By contrast, the DOS version of Scripsit assigns up to 60 commands to function keys with modifier keys, which 80 Micro described as "a good idea that Scripsit takes to extremes".

==SuperScripsit==

Scripsit's main menu

An upgraded disk-only version named SuperScripsit was available with spellchecking for some platforms, specifically the Model I, Model III, and Model 4. This version basically matches the functionality of the normal Scripsit for disk-based platforms such as the Model II, Model 12, and Model 16. Some additional features such as boilerplating and integration with Profile, Tandy's database program for all of their TRS-80 platforms, are available for the disk versions.

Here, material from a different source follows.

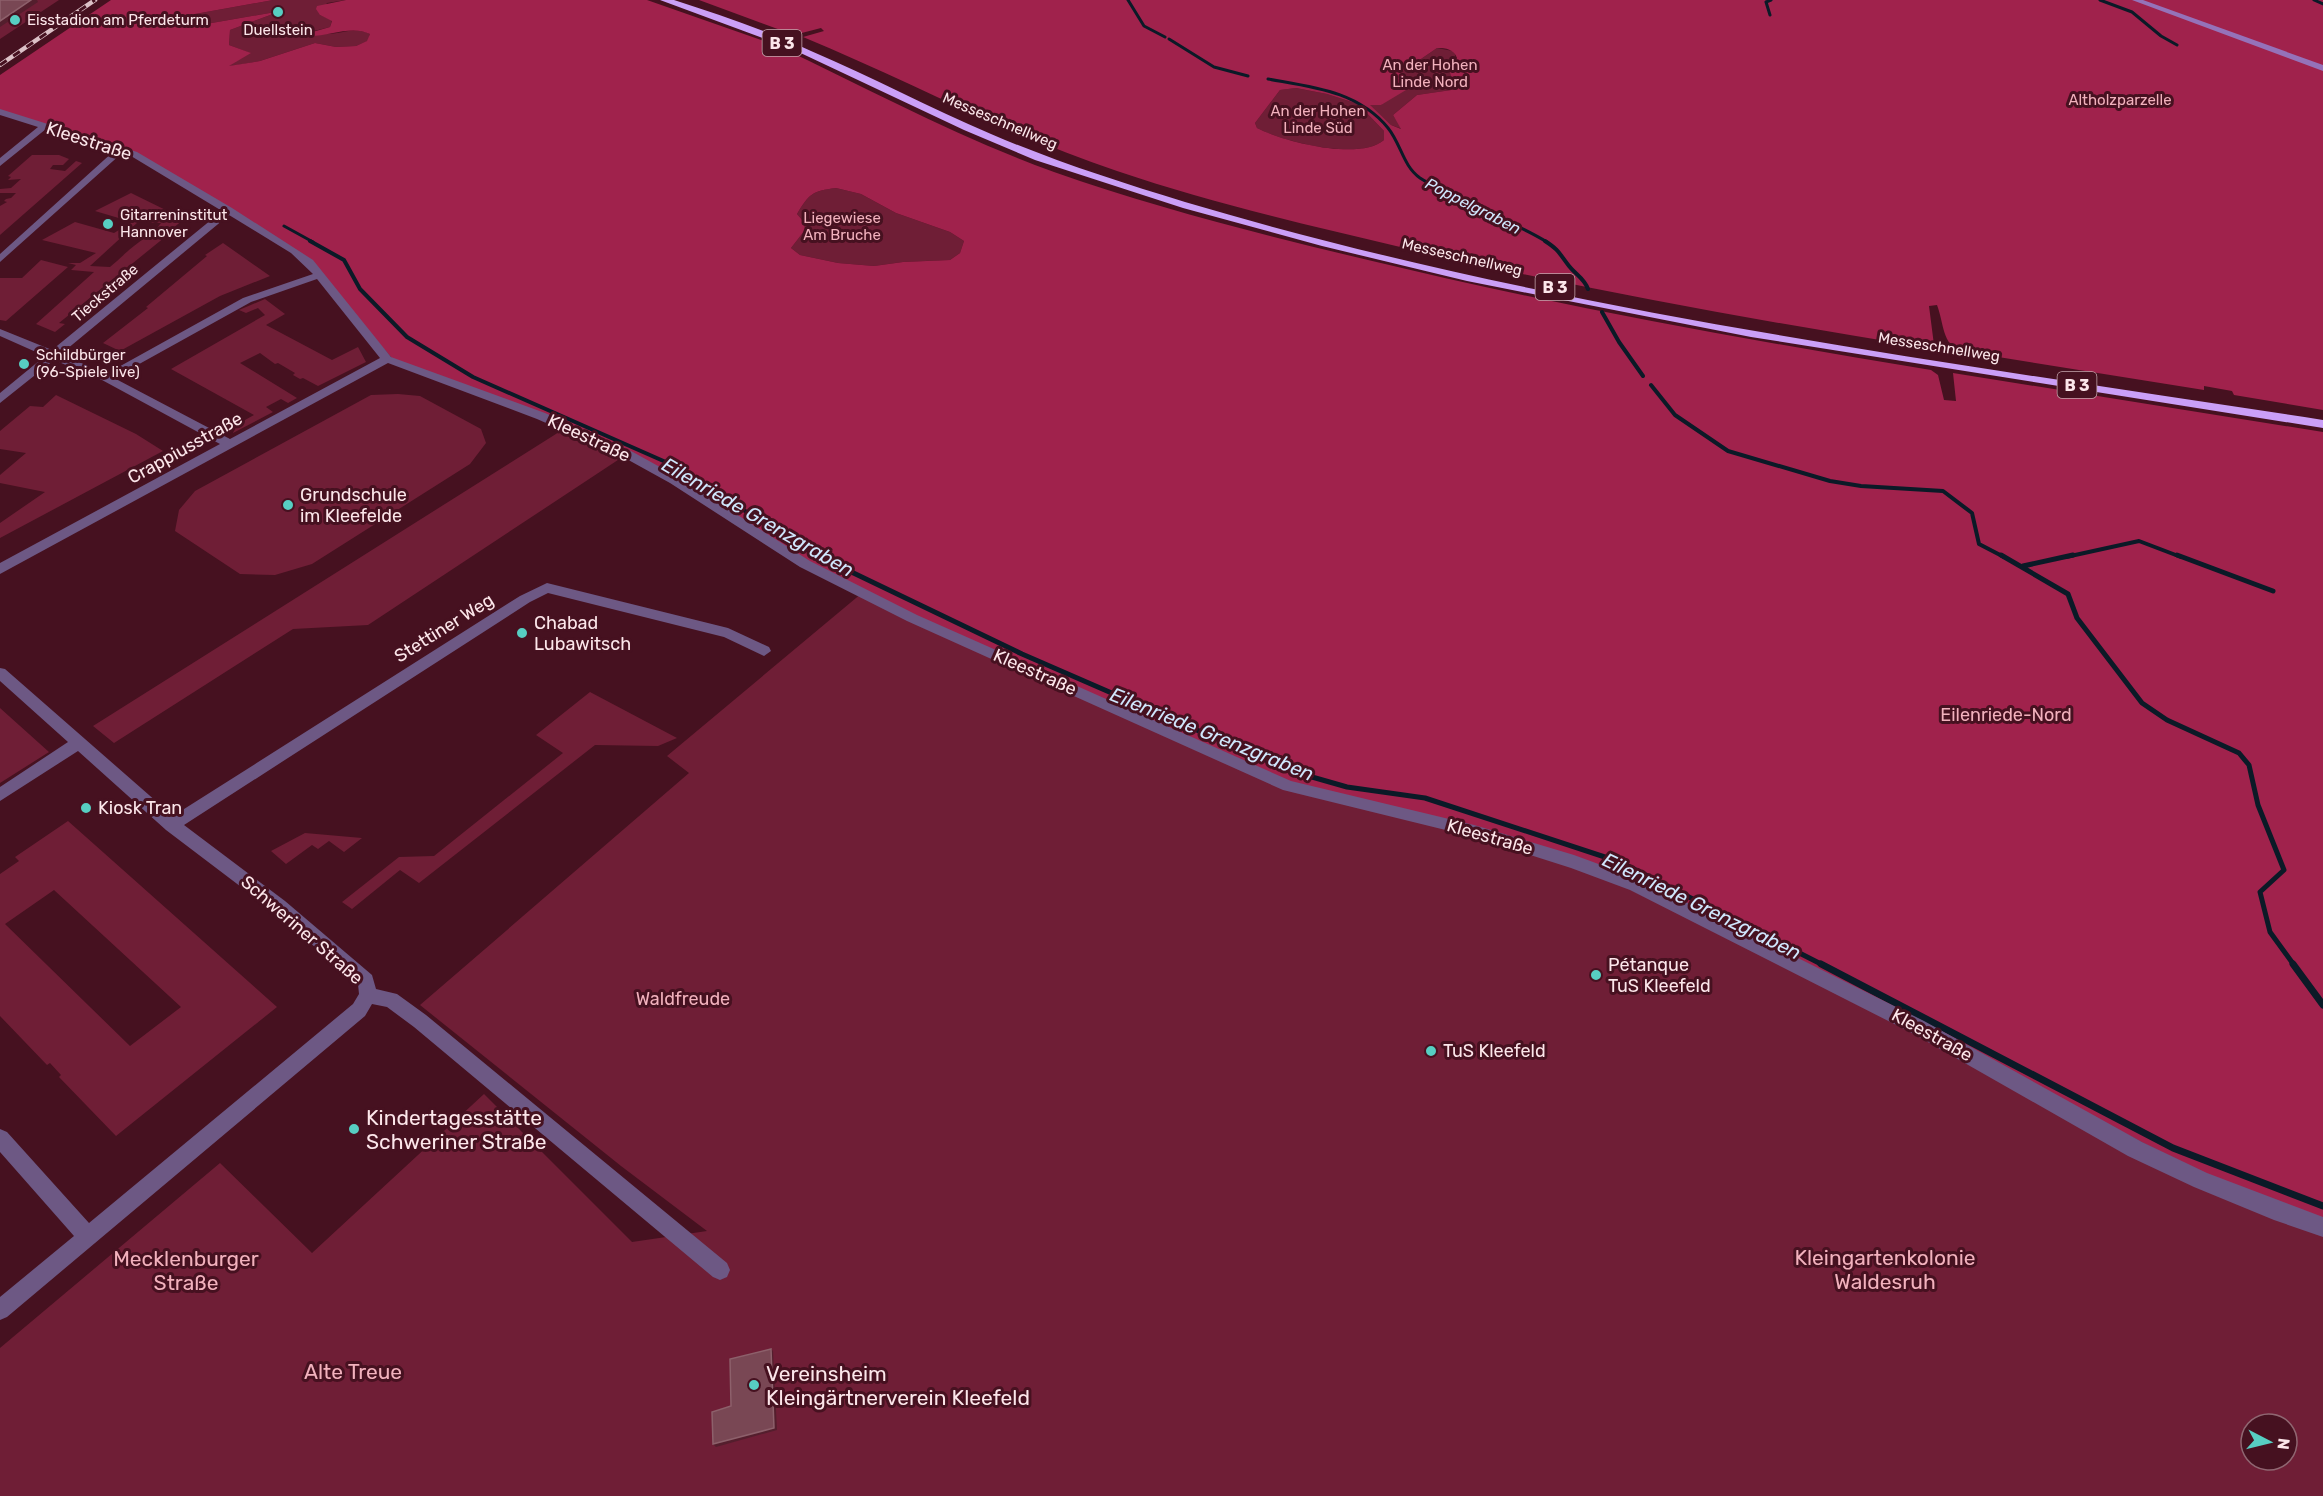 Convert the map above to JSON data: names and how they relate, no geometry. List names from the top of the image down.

Starting SuperScripsit led to a main menu of tasks such as "Open", "Proofread", or "Setup". Presumably because of the limited screen area on most TRS-80 models, there were no visible menus on the editing screen. RAM was probably also an issue, since selecting each of the options resulted in heavy floppy disk activity.

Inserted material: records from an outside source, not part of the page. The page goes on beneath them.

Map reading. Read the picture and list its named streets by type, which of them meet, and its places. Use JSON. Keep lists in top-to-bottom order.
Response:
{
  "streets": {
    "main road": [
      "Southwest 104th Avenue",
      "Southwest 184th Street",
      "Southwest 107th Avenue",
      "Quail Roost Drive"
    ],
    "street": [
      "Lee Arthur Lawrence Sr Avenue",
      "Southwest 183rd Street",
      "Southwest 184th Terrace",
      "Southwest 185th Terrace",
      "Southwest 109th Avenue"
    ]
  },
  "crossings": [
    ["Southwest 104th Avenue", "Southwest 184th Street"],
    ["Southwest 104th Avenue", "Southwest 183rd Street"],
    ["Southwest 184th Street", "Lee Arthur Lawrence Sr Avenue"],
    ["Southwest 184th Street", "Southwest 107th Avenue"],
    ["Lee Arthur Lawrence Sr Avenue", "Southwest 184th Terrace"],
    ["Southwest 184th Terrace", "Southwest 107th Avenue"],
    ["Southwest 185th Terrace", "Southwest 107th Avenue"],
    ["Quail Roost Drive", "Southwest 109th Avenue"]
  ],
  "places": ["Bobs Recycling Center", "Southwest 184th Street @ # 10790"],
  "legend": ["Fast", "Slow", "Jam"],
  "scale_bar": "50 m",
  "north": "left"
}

SuperScripsit for the Models III and 4 could handle text files larger than memory by paging text data in and out of RAM to disk (effectively a virtual memory technique, but implemented by an applications program). Sometimes (often, according to some frustrated users) this feature malfunctioned and created a garbled data file. Rescue utilities were made available to rectify this situation.

==Scripsit Pro==
This was an all-new version written for Tandy/Radio Shack by CompuSoft. The author was Samuel A. Solomon. Scripsit Pro required a TRS-80 Model 4 equipped with the full 128 KB RAM. The text buffer was limited to 32 KB and it lacked SuperScripsit's ability to page text from disk. However, it could hold a second 32K text document in banked RAM and split the screen to permit editing of both documents at once, and to transfer text between the two buffers. It could also chain text files, handle footnotes and columnar text, and included a spell checker with a customizable dictionary. The documentation included instructions for the creation of custom printer drivers.

==Varsity Scripsit==
Varsity Scripsit for MS-DOS was Tandy's first software sold outside Radio Shack stores. While criticizing its slow performance, 80 Micro in 1988 approved of its ease of use, low price and features. The magazine concluded that Varsity Scripsit "is a tremendous improvement over its predecessor".

==Bugs==
Scripsit had a number of significant bugs that could result in the loss of work. The Model 4 version, for example, would inject random text throughout the document if the user held the control key ('@') down for more than a few seconds. If the machine turned off or was reset while a document was still open, the software could not open the document ever again.

Early versions had the counter-intuitive step of "closing the file" which required a special operation before saving and exiting the file. If this step was omitted, the file could not be opened again. No warnings were issued beforehand. This was eliminated in newer versions of Scripsit.

==Printing support==
One handy and somewhat innovative feature for the time was the ability to add custom control characters in the printer setup. This allowed the user to take advantage of new features in a printer that were not intrinsically supported by Scripsit, such as different fonts or colours, or printing extended ASCII characters to produce simple lines and boxes. This was possible as printer manuals of the day included a full list of supported control character sequences for such functionality.

80 Micro criticized the MS-DOS version of Scripsit for only supporting Tandy printers. Varsity Scripsit added support for non-Tandy printers.

==Notable users==
Isaac Asimov used Scripsit running on a TRS-80 Model II Computer for over nine years, and wrote over 11 million words with the program. British thriller author James Follett also used Scripsit, running on a TRS-80 Model I, to write The Tiptoe Boys, which was filmed as Who Dares Wins. James Fallows praised Scripsit as "the word-processing program I prefer above all others ... the best program on the market".

On the TV program Mr. Wizard's World, Mr. Wizard (Don Herbert) used Scripsit on a TRS-80 Model 16 to demonstrate spell checking.